Our second Columbia Noir box set takes a dive once more into the studio’s archives and the world of film noir – a world of undercover detectives (The Mob) and emotionless hitmen (Murder by Contract), a world where film is inspired by real-life criminal activities (Tight Spot, based loosely on Virginia Hill’s testimony against Bugsy Siegel) and real-life criminal activities are inspired by film (711 Ocean Drive, which attracted the unwanted attention of mobsters), and a world where Glenn Ford finds himself unwittingly embroiled in murder – twice (Framed, Affair in Trinidad).

All six films are presented for the first time on Blu-ray in the UK, with The Mob, Tight Spot and Murder by Contract making their world Blu-ray premieres. This stunning collection includes newly recorded commentaries on each film, assorted bonus materials, including six short films starring the Three Stooges, lampooning the tropes and themes of the features, a 120-page book, and is strictly limited to 6,000 numbered units.

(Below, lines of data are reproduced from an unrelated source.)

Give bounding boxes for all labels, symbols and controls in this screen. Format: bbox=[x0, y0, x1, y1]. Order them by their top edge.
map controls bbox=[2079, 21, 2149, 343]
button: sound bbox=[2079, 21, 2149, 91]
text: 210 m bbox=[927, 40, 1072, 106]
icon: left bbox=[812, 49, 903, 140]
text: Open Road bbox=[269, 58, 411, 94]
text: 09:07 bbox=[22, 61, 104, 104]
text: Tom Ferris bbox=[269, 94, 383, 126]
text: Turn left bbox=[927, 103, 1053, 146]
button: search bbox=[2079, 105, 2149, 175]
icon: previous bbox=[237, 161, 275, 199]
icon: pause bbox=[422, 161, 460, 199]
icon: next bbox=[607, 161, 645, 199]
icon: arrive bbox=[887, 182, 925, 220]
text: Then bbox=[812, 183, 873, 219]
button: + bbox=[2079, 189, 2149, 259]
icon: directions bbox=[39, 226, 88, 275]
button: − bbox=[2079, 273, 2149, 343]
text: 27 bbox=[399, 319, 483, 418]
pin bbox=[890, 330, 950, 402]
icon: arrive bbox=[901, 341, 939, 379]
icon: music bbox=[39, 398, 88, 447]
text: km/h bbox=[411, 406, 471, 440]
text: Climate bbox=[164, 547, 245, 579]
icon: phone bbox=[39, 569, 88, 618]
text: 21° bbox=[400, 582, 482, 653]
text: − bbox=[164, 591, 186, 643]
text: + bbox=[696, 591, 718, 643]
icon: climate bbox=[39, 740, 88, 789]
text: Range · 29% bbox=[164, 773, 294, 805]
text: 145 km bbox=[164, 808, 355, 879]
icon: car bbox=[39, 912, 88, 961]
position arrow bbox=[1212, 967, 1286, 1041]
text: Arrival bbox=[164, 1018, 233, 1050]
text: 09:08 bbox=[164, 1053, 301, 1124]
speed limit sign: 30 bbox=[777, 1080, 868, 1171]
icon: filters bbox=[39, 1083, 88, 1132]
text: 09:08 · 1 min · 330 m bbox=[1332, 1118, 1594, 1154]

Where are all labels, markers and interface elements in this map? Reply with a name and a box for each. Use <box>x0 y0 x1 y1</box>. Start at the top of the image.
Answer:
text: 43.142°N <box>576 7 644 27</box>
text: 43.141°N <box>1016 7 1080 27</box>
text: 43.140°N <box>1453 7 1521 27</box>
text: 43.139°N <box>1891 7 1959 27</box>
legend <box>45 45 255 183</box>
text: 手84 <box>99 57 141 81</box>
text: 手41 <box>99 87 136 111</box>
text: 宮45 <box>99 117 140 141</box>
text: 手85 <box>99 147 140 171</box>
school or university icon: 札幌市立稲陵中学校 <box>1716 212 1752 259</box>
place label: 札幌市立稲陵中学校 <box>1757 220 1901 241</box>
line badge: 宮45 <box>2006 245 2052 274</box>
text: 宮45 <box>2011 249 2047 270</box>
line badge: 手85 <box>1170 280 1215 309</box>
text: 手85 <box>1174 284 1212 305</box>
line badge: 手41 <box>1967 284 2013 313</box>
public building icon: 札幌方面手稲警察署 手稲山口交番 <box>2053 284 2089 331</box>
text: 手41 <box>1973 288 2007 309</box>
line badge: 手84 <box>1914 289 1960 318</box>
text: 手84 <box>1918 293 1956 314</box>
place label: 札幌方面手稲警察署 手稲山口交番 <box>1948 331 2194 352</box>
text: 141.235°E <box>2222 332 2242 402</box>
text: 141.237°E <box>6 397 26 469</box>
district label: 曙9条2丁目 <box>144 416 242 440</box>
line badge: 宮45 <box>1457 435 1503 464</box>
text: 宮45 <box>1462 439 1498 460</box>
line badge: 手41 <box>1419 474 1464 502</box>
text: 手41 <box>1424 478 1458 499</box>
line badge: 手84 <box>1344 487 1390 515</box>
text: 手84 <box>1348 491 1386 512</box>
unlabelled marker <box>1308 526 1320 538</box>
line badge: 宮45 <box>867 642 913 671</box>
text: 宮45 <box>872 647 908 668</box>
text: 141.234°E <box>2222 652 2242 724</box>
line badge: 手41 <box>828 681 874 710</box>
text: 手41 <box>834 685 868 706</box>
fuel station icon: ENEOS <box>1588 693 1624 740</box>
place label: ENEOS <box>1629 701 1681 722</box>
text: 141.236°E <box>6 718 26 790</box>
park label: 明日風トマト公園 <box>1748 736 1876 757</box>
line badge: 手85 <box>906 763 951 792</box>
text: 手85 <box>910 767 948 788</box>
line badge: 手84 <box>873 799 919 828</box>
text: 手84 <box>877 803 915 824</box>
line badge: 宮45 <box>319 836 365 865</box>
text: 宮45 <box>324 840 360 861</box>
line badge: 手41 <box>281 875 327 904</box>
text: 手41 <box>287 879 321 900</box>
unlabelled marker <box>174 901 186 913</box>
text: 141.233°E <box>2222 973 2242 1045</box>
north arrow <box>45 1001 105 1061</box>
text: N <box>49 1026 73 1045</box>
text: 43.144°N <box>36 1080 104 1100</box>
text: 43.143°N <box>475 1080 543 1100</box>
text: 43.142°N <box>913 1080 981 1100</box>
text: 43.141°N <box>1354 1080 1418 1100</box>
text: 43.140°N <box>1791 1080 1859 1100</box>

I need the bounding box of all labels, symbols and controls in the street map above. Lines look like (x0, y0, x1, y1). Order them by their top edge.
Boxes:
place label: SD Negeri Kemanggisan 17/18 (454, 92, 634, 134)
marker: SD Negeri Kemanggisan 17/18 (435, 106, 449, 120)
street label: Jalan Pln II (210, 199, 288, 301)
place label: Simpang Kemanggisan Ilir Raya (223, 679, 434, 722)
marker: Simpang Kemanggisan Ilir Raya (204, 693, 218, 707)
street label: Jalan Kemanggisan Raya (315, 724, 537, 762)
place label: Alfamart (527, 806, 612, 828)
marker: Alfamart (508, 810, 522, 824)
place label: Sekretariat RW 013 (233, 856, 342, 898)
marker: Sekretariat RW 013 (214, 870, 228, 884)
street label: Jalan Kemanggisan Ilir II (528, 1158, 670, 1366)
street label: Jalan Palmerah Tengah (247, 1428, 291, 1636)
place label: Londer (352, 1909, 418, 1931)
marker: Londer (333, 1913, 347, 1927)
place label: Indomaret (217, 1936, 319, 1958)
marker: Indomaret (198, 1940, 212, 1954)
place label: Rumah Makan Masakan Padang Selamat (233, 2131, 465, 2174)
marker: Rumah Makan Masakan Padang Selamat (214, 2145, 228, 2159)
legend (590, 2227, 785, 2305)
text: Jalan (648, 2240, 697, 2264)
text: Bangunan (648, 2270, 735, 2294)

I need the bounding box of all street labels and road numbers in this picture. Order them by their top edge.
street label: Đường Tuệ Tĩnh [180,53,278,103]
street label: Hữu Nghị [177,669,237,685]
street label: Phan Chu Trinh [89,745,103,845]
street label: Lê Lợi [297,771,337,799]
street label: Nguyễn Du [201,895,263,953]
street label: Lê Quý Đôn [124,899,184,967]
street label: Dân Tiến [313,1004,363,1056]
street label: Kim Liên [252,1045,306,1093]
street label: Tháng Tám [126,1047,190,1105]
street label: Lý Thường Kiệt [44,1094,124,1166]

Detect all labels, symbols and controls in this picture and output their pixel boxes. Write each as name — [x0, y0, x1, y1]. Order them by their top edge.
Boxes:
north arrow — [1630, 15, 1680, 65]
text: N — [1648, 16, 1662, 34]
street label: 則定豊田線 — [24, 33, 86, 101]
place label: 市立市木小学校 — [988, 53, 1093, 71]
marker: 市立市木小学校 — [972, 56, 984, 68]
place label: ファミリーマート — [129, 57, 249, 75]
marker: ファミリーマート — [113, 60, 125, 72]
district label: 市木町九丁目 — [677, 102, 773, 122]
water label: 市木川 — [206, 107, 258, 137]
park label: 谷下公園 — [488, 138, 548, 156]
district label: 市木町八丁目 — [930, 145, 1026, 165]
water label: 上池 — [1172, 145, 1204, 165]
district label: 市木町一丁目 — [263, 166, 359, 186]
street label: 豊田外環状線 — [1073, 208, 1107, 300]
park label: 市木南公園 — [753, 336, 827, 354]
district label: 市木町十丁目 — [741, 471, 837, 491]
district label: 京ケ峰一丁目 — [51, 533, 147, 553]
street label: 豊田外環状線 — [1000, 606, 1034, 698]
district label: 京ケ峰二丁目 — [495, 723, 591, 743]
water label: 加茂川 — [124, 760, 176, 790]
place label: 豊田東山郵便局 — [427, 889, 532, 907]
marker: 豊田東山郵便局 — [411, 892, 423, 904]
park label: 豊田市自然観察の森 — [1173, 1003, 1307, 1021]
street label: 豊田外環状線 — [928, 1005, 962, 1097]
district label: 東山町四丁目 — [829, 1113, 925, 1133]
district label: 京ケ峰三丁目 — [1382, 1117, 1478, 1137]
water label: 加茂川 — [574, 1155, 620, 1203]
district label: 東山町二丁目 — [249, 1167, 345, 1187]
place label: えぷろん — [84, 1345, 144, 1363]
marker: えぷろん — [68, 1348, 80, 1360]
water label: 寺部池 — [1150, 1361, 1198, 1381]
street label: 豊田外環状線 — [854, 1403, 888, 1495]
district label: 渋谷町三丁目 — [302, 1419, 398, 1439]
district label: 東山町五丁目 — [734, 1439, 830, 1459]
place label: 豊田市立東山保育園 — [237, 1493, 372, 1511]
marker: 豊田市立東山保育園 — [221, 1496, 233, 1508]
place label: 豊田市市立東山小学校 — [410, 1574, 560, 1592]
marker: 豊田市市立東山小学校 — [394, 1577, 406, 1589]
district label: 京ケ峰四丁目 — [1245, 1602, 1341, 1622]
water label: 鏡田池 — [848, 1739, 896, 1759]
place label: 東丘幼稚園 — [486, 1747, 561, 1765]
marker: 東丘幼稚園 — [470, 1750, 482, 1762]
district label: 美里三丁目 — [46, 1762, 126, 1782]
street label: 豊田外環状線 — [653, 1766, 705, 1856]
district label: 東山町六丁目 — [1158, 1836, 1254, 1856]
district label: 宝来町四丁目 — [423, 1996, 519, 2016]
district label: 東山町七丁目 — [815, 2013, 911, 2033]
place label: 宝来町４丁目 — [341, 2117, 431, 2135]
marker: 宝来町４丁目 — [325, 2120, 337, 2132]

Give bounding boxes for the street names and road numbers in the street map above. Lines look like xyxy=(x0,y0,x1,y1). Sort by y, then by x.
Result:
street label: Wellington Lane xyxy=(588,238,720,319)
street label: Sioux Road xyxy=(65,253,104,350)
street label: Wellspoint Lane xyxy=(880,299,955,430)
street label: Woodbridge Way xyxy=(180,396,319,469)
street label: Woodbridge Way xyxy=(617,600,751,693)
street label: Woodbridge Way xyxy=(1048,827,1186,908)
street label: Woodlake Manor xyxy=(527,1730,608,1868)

Mike Lambert (Glenn Ford) a mining engineer takes a job driving a truck that ends up having no breaks. He arrives in the town where he hopes get a job barely avoiding death when he crashes to a halt. This sets of a chain of circumstances involving cross and double cross in a typical noir plot.

A solid noir that follows a pretty obvious patten for the first fifty minutes, is solid, predicatable but has a tense, enjoyable last half hour that pulls the film up by it's britches. Part of the problem is that there's no one to really care about; Ford is a taciturn lead who's a drunkard and snappy. However, it's doesn't outstay it's welcome and has a satisfying conclusion for once (most noirs are grim).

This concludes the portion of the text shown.